O professor não esconde seu intuito de desmoralizar o trabalho das Forças Armadas: “Libertemo-nos da fantasia de coreografias bélicas inúteis.” E oferece, em lugar da fantasia, a solução real, “científica”: “A participação das Forças Armadas deve ser submetida ao comando civil.” Qual comando civil? O do governo estadual que, por omissão e cumplicidade, gerou o atual estado de coisas? Ou o governo federal que, determinando a intervenção das Forças Armadas, já está comandando o processo? Entre o absurdo e a redundância, a proposta do professor permanece indefinida. Indefinida, mas nem tanto.

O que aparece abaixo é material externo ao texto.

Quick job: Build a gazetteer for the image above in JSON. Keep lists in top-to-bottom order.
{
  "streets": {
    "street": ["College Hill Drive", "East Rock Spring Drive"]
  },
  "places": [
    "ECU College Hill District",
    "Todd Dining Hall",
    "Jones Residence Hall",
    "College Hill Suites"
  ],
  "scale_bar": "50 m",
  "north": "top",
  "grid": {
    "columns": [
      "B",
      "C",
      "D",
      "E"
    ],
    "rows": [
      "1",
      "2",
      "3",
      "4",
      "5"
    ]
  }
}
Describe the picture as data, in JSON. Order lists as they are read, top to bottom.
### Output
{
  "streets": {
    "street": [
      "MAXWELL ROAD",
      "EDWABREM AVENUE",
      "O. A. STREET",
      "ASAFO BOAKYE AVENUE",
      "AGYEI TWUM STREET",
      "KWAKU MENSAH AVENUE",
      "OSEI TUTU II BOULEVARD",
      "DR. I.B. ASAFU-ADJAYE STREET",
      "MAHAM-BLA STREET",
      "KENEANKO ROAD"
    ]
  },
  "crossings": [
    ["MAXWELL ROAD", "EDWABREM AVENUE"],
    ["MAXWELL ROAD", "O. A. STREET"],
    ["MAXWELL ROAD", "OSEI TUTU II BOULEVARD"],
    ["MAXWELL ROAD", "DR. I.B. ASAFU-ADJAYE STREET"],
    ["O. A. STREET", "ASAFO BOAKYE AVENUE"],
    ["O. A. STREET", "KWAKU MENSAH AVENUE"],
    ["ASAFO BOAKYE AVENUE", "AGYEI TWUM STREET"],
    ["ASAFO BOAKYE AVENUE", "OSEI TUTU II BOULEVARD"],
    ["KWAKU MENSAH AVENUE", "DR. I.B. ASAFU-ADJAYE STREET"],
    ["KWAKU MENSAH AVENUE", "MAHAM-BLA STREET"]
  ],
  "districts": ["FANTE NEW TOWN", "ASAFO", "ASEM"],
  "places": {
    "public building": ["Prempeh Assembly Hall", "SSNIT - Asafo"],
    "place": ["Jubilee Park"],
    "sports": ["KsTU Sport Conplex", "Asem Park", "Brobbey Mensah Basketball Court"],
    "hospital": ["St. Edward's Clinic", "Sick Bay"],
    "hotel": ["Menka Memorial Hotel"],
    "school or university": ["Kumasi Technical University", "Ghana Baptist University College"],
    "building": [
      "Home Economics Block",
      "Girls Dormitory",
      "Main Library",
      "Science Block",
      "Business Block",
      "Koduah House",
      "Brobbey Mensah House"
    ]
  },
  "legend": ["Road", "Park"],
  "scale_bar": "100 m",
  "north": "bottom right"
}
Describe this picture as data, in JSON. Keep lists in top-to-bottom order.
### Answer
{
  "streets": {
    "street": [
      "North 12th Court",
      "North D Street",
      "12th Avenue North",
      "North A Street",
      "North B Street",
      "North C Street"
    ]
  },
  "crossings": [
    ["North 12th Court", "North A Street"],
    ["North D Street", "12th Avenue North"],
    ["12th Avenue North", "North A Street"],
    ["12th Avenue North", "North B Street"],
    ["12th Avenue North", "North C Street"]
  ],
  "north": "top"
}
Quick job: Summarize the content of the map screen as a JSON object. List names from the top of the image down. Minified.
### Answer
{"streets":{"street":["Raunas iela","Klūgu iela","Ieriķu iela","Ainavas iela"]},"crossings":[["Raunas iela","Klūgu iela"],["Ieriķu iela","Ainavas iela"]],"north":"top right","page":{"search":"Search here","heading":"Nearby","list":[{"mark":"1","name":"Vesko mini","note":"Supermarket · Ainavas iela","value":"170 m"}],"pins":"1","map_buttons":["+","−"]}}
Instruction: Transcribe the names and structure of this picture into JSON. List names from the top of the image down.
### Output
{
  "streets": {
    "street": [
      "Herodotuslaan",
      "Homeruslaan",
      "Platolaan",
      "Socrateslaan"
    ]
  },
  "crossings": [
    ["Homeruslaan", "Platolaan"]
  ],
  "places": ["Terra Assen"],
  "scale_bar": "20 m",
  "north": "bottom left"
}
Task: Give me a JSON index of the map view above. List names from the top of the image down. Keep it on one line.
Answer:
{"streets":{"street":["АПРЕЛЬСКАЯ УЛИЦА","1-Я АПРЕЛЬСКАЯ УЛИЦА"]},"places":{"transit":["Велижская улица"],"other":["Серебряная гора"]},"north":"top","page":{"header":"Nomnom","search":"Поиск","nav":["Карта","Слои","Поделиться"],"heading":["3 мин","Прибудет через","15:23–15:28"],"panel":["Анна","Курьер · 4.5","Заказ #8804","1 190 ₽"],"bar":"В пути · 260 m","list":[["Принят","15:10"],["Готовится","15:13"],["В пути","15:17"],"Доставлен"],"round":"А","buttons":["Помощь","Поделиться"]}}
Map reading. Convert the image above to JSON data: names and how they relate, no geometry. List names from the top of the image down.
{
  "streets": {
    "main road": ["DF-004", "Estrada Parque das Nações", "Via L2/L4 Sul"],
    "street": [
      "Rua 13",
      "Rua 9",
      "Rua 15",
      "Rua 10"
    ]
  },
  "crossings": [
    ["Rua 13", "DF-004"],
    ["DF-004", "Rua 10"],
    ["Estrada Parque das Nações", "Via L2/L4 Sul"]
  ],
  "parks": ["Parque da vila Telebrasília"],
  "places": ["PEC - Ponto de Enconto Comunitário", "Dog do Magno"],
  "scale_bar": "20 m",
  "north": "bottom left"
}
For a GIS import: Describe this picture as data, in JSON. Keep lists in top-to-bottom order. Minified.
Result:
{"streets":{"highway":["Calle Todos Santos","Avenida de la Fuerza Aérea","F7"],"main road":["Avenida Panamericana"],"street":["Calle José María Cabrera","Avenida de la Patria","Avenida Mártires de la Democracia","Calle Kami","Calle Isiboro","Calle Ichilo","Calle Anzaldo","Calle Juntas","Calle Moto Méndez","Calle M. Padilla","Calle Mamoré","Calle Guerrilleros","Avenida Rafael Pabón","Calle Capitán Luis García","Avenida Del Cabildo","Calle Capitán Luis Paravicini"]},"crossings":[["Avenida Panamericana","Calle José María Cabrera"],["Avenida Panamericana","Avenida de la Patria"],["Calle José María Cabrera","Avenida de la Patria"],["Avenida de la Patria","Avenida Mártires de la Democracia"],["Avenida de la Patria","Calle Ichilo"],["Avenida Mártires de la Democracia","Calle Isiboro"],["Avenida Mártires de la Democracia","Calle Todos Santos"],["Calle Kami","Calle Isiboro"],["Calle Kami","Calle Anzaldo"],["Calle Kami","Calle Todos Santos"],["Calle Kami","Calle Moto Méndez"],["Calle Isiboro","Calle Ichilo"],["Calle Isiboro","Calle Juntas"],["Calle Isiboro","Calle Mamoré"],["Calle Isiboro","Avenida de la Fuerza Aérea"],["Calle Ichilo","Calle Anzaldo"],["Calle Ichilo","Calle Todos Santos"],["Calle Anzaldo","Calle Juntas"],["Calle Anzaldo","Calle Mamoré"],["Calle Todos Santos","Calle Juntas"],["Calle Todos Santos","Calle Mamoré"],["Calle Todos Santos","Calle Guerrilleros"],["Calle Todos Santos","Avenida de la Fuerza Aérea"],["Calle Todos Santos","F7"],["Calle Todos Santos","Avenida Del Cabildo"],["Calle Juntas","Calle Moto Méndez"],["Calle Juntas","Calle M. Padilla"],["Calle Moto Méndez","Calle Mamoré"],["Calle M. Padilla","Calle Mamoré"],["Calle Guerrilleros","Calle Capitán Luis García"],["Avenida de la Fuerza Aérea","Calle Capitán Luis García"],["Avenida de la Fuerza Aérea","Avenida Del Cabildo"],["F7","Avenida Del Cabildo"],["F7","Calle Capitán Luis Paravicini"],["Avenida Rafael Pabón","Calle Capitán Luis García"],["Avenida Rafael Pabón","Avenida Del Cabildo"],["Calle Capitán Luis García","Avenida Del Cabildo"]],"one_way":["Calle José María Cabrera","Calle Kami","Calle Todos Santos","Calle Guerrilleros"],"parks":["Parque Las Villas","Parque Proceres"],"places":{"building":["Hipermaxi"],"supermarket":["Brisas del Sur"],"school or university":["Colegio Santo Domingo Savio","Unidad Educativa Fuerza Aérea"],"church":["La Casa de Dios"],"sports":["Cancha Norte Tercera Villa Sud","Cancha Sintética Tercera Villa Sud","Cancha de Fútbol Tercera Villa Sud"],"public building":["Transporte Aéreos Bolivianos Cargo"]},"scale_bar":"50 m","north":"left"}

Linhas adiante ele finalmente abre o jogo: “No Rio de Janeiro é impensável pensar em realizar alguma iniciativa consistente sem a participação das entidades que compõem o Viva Rio.” Eis aí o segredo: o comando da luta contra o crime não pode ficar com as Forças Armadas nem com os governantes civis eleitos, estaduais ou federais: tem de ser transferido para as entidades autonomeadas “representantes da sociedade civil” — isto é, em última análise, para a intelligentzia esquerdista. Meu Deus, será que neste país todo mundo só discursa pro domo sua? A mentalidade atávica, que mais teme a hipótese superada do militarismo do que a ameaça real e presente da delinqüência armada, acaba reinterpretando a situação de acordo com a ótica dos interesses de seu próprio grupo, tomados como mais urgentes e importantes do que as necessidades da população: em vez de ajudar na luta de um povo contra o banditismo, vamos desviar nossas energias para o velho conflito entre a intelligentzia e os militares — um episódio já encerrado da História, que o prof. Pinheiro pretende ressuscitar em prejuízo das tarefas de hoje. Olhando o presente com os olhos do passado, ele mostra que está menos interessado na luta contra o crime do que em assegurar, nela, um posto de comando para a casta a que pertence, que ele pressupõe ser mais confiável do que as Forças Armadas ou do que o governo federal eleito. A intelligentzia é a mais corporativista das corporações.

(10)Foi isto realmente o que acabou por acontecer, poucos meses após a publicação deste artigo no Jornal do Brasil.